Protection of these sacred species that originated from these historical sacred landscapes is necessary for the survival of America’s Indigenous unique sacred beliefs, cultures and religions. Wolves are no different from water in Indigenous Sacred Beliefs. Water already has case law protecting it because it originated from within an Indigenous Sacred Landscape, and as such, wolves, bison and grizzlies should be afforded the same protections under the law.
It is now more clear than ever that wolves need additional protections and with the lack of empathy and scientific integrity apparent in state leadership in Montana, Idaho, and Wyoming, the protections must come from the federal government. We have asked the U.S. Fish and Wildlife to relist gray wolves, but even while they are studying this possibility, more wolves continue to be killed.
Secretary Haaland has failed to meet with tribal leaders to discuss a Wolf Treaty demanding wolf re-listing. The Secretary must act now to protect these sacred species. Perhaps Congress should pass a bill modeled after the Bald and Golden Eagle Protection Act, already in effect, and the proposed Tribal Heritage and Grizzly Bear Protection Act, to protect wolves from killing nationwide.
The options are numerous, and it is high time this wolf slaughter is recognized for what it is and the necessary protections are implemented. Wolves and the ecosystems that they help to shape demand it in order to survive, and be available for our children’s children. Failure to do so is bluntly ignoring Indigenous Sacred Beliefs.

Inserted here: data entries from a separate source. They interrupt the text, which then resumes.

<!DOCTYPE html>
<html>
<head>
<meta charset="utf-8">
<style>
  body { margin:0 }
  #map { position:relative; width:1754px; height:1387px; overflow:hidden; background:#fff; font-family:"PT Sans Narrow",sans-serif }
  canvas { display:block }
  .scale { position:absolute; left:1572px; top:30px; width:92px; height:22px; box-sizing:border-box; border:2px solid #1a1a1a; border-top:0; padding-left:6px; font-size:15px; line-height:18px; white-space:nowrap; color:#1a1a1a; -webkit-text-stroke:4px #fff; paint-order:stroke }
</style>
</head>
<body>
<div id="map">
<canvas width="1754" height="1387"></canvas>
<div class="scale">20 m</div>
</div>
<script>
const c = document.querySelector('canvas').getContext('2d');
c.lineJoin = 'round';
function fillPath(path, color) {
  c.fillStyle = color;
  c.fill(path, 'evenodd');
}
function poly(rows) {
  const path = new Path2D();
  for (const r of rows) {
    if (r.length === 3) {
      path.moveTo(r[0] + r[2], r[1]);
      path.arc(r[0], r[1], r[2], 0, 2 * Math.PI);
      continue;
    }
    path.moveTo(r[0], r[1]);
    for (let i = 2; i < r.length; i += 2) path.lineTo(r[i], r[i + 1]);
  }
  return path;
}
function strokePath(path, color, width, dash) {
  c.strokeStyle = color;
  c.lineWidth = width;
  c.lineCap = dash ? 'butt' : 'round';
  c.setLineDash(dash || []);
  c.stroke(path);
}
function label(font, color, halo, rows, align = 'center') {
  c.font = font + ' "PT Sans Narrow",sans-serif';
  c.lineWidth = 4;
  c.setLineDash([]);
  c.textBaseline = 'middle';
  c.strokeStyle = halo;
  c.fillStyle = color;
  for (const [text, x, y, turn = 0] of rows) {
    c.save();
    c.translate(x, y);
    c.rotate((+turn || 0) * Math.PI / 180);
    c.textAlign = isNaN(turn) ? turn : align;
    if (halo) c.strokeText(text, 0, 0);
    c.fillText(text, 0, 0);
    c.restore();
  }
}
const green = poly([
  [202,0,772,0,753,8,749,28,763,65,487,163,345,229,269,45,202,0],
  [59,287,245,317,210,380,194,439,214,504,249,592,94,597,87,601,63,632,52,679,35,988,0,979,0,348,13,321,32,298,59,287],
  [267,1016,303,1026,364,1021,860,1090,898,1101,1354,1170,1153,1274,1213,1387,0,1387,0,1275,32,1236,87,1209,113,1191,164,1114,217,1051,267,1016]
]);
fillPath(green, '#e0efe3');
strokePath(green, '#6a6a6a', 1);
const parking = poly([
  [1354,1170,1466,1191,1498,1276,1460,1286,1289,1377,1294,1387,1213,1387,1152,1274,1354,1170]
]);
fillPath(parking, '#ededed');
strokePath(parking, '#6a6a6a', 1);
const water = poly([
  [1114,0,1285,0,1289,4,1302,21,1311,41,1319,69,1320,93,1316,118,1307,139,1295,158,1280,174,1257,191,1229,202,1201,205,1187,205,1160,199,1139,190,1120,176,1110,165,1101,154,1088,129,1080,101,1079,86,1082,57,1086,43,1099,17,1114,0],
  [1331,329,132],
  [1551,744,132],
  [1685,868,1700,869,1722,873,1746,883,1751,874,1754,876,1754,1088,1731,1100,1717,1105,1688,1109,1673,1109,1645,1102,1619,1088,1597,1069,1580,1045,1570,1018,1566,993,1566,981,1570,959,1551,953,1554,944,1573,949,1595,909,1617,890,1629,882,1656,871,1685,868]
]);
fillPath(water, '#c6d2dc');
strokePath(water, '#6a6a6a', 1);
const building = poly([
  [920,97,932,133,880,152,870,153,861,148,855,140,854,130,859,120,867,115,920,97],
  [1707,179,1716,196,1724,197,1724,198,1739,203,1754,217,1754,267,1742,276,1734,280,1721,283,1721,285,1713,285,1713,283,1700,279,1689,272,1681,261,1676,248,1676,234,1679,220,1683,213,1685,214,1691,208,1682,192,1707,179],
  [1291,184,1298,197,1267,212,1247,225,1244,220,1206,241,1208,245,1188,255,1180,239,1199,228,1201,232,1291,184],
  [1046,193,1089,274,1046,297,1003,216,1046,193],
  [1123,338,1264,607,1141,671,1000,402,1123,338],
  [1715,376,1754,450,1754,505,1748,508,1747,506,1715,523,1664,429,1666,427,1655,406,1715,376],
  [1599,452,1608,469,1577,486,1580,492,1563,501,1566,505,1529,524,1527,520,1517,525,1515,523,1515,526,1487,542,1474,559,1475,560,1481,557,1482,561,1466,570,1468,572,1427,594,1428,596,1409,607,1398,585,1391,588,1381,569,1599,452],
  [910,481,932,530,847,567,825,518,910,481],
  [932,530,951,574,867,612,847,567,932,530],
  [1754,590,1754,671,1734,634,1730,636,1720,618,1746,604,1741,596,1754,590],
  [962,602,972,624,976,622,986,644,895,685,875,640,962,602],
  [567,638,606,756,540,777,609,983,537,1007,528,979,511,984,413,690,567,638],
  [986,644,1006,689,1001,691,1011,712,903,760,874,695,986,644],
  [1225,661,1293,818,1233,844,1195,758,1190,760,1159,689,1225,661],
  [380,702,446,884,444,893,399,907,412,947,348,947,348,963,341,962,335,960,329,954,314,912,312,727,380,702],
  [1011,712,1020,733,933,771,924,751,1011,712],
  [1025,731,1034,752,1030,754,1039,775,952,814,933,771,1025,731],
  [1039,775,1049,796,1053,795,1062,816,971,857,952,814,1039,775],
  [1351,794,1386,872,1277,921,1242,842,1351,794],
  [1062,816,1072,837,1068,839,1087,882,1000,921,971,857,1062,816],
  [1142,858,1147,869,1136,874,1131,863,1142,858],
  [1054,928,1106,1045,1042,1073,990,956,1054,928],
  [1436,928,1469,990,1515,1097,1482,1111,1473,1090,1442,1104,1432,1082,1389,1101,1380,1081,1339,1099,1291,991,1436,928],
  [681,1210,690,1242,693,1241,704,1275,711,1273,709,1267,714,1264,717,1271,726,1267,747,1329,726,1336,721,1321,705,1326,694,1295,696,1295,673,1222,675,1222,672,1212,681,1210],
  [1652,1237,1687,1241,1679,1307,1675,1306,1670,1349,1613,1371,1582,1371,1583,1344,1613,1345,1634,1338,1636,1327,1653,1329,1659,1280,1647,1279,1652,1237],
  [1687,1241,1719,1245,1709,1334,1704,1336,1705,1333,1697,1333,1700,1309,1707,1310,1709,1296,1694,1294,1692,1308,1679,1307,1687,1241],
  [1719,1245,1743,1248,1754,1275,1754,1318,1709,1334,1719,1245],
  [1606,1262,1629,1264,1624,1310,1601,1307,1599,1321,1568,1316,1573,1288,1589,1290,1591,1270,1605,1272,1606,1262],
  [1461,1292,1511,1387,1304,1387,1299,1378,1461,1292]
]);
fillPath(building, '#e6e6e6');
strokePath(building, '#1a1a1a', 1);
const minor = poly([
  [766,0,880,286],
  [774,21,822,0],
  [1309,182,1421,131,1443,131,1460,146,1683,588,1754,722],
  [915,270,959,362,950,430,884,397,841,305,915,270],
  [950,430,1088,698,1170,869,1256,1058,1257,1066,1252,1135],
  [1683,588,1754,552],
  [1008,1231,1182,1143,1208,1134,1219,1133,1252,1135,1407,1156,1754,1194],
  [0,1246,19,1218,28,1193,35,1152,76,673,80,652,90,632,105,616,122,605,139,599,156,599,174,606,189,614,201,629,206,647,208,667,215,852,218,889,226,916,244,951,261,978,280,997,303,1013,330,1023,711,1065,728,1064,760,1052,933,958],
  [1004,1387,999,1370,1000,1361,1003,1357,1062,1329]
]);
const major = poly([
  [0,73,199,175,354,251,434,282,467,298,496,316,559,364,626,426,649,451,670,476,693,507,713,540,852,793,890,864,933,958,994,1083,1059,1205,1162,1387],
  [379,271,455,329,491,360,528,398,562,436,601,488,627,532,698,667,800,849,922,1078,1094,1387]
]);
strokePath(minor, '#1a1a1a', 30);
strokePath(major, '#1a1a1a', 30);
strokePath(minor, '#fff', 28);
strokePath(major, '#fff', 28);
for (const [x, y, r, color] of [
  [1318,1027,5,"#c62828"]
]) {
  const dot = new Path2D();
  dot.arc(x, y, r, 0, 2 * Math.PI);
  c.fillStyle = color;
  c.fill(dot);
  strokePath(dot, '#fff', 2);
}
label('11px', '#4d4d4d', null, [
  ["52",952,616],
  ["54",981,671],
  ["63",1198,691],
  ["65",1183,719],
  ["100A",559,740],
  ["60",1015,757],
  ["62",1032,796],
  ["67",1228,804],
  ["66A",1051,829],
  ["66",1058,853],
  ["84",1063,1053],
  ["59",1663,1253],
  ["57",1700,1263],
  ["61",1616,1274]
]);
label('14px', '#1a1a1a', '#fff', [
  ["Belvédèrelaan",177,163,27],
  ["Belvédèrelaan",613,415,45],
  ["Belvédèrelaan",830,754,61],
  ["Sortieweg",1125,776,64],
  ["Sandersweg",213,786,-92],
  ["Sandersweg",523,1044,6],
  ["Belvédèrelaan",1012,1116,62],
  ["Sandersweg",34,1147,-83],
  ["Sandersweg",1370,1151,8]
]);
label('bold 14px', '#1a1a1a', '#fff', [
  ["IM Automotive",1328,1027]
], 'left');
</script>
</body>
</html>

Jocelyn Leroux is the Washington-Montana Director with Western Watersheds Project, a nonprofit conservation group dedicated to protecting and restoring wildlife and watersheds throughout the American West.
Roger Dobson is a Cowlitz Tribal member and President of Protect the Wolves Sanctuary, a Native American nonprofit that incorporates religious rights, treaty rights, Indian trust, public trust, and nature’s trust into their plan of action.